La Contraloría General de la Nación, a través de su Contralor Delegado para el Medio Ambiente, se pronunció sobre las responsabilidades que tiene el Distrito en el caso de los damnificados del barrio San Francisco.
En el informe de actuación especial de denuncia ciudadana, el contralor delegado para el medio ambiente, Jorge Enrique Cruz Feliciano, expone los hallazgos que se hicieron durante el proceso de investigación y envió una carta de conclusiones a Germán Vargas Lleras, ministro de Vivienda de esa época; Carmen Arévalo Correa, gerente de Fondo de Adaptación, Olaff Puello, director de Cardique; Carmen García Bielza, gerente de Corvivienda y al despacho de la Alcaldía Mayor de Cartagena.
Según el concepto de la Contraloría, “la gestión adelantada por los entes del Estado no está siendo oportuna y a la fecha los afectados de la falla geológica del 2010 en las Lomas del barrio San Francisco en la ciudad de Cartagena se sienten víctimas de la negligencia del Estado al no presentarse ninguna salida inmediata que resuelva la problemática a las 2400 familias damnificadas que requieren atención humanitaria de emergencia”.
De igual forma, la misiva indica que el organismo de control estableció 6 hallazgos, entre los cuales hay uno con presunto alcance fiscal por valor de $840,3 millones.
Entre las conclusiones de la actuación, el organismo de control, establece que el Estado no presenta ninguna salida inmediata que resuelva la problemática a las 2400 familias damnificadas y que además observó poca eficiencia e ineficacia de las instituciones que debían dar respuesta a la emergencia de los damnificados del barrio San Francisco.
En este sentido, se evidencia que Inurbe no ha realizado los trámites para el envío de la documentación a Corvivienda para la titularización de los predios del Instituto de Crédito Territorial, lo que impide acceder a una solución de vivienda.
Por su parte, el Distrito tendría responsabilidad por la falta de medidas de control urbano y administrativo, lo que permitió la urbanización y explotación no planificada en la Loma de San Francisco.
Además, a los habitantes de las viviendas colapsadas “no se les definió un valor comercial a sus propiedades que le asegurase que obtendrían una retribución justa para sus viviendas”.
El Universal habló con el alcalde de la Localidad 1 Mauricio Betancourth, quien indicó que el encargado de referirse al tema de San Francisco es el secretario del Interior Javier Doria, a quien se le llamó en varias oportunidades y no atendió al teléfono.
Favorable para damnificados
Los habitantes de San Francisco continúan en su lucha buscando justicia. Existe una acción de grupo que avanza en el Juzgado 13 Administrativo del Circuito, con la cual piden que se declare responsable administrativamente al Distrito, Corvivienda, Inurbe y Aguas de Cartagena, por la presunta omisión administrativa, en que incurrieron frente a la falla geológica que afecta el sector, desde el año 1998.

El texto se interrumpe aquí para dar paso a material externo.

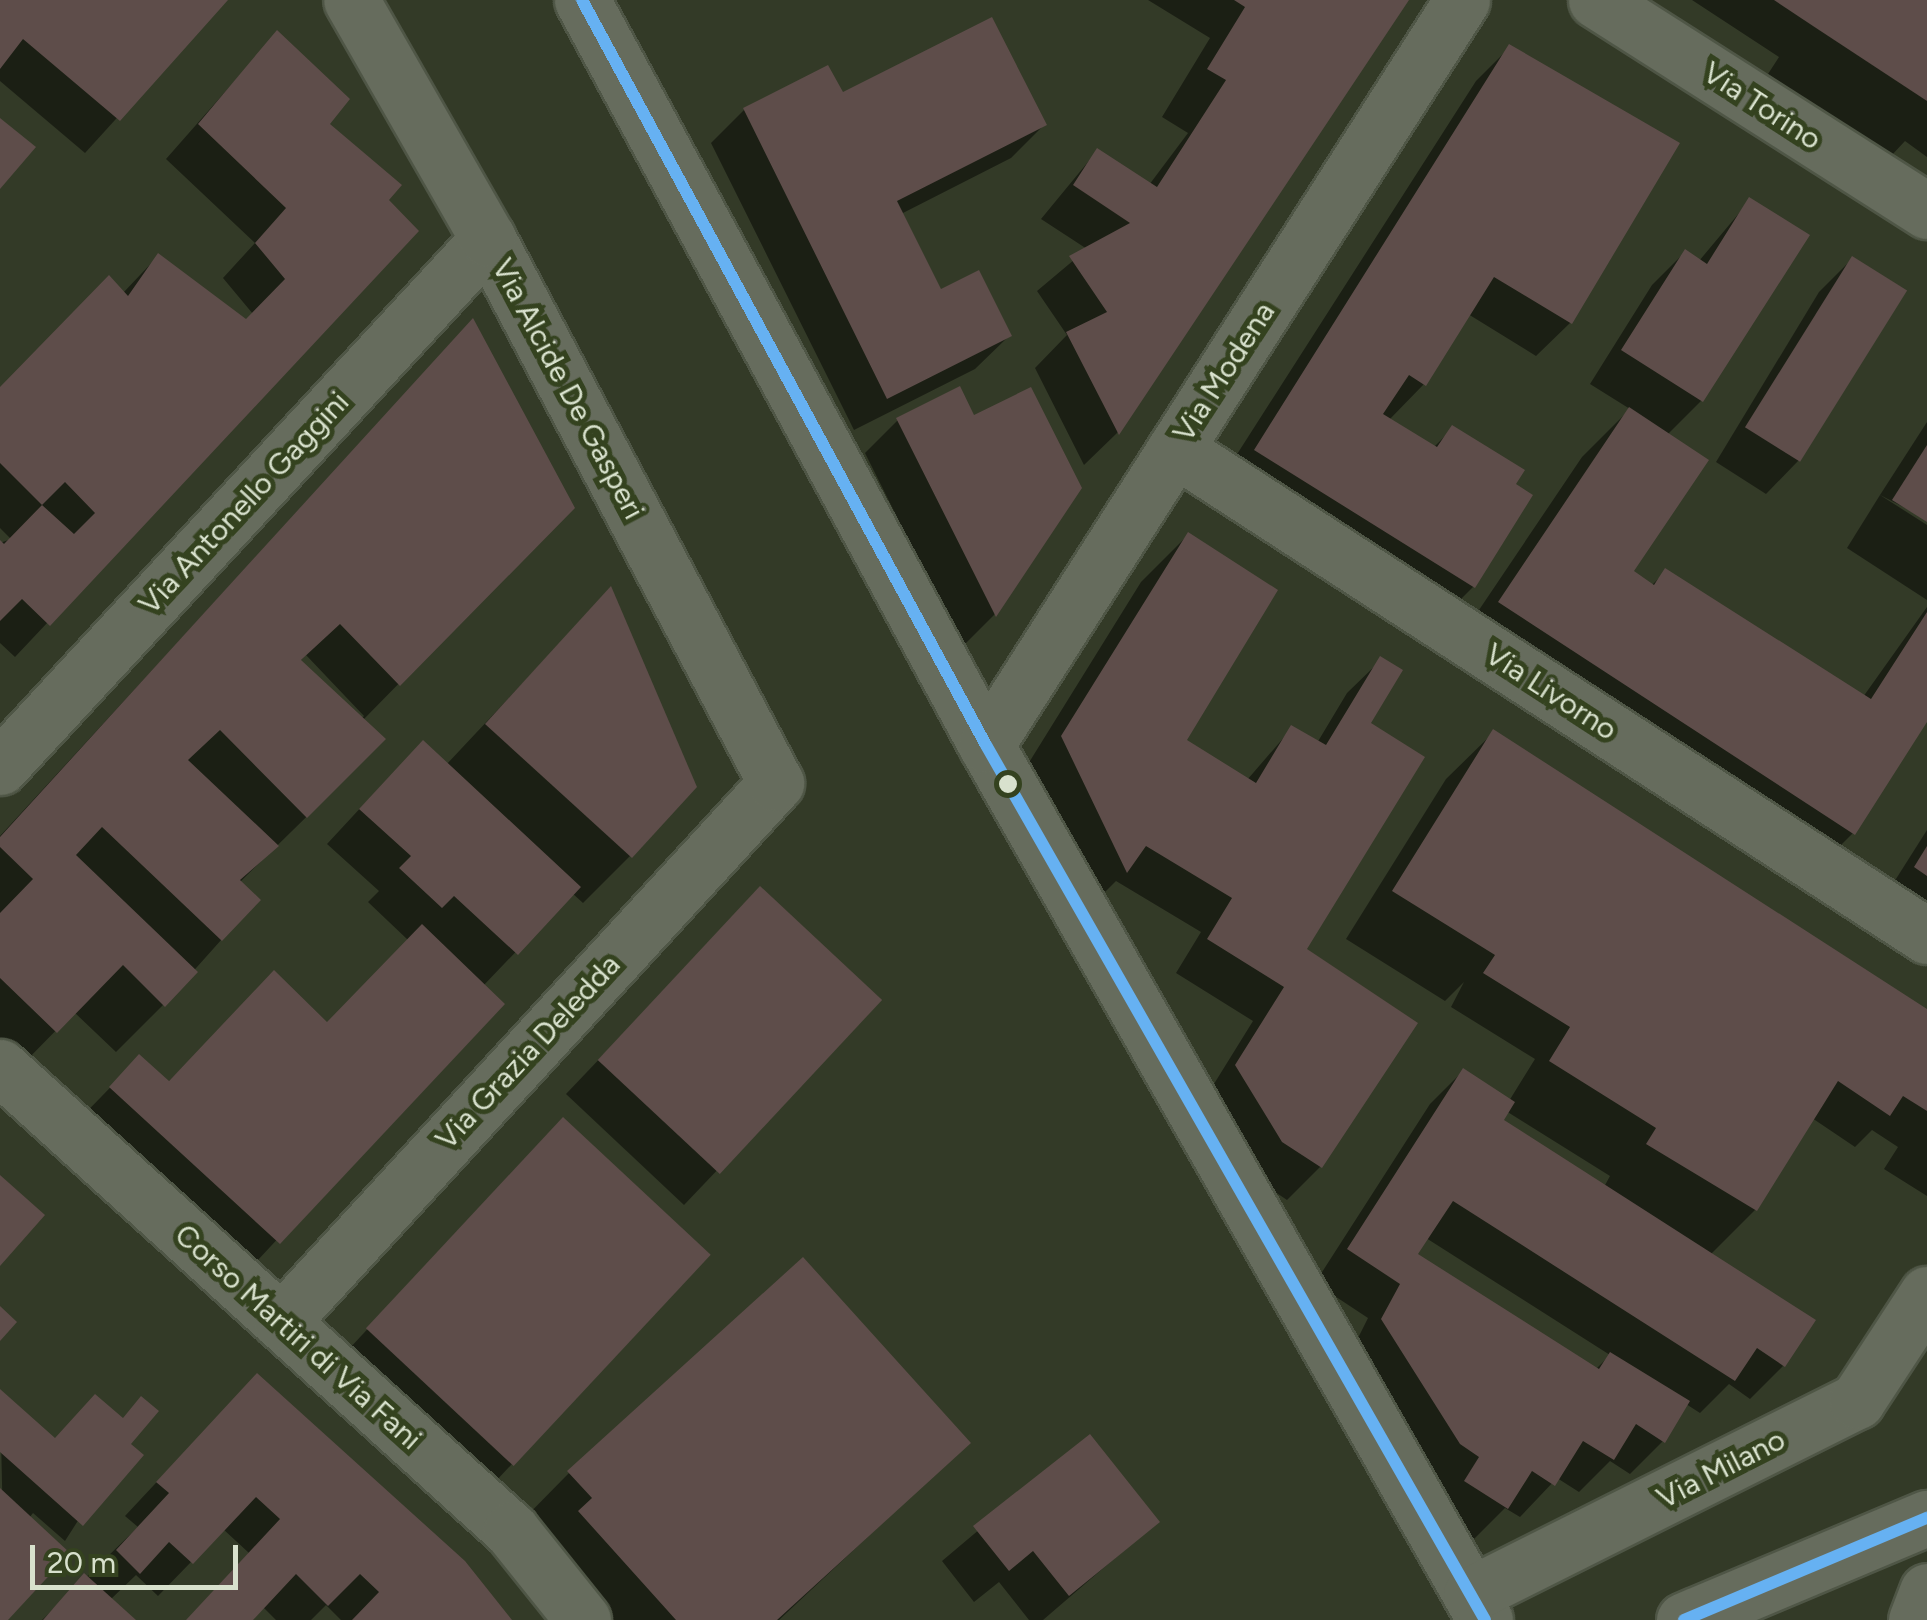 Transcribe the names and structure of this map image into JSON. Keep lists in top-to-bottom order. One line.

“Las familias afectadas, propietarios o poseedores, reclaman que se les compre su vivienda, por el precio real del mercado y que se les indemnice, por esa enorme ruptura del tejido social, por los daños morales, materiales y de graves alteraciones de condiciones de existencias y demás daños que resulten probados en el trámite de la acción constitucional. Es importante dejar claro, que el sentir de la comunidad afectada es que se le compre su vivienda y no la reubicación, como lo pretende el Distrito de Cartagena”, explicó Luis Correa Martínez, apoderado de las familias demandantes.

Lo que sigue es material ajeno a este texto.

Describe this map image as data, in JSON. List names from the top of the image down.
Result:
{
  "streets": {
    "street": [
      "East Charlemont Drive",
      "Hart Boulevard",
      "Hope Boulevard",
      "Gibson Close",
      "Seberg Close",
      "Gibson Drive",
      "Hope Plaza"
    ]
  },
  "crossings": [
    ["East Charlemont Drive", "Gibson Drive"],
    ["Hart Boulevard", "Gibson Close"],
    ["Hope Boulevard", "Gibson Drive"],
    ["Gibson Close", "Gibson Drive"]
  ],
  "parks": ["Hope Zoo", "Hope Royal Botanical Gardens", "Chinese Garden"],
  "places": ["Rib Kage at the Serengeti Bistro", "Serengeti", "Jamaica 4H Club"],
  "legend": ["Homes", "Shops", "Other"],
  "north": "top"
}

El jurista se refirió a que el Distrito expidió el Decreto 0282 del 7 de mayo de 1999 y no lo publicó, haciendo más gravosa la situación de los afectados, quienes no pudieron ejercer su derecho de defensa frente al acto administrativo.
“Se demuestra la mala fe y el manejo inadecuado que la administración le ha dado a la problemática desde el año 1998”, aseguró Correa.
De esta parte, el abogado Correa, explicó que el Distrito enfrentaría un detrimento patrimonial grande si no se cesa la vulneración de los derechos fundamentales a los afectados con la falla geológica porque una sentencia generaría una condena sin precedente en materia de responsabilidad administrativa en el país.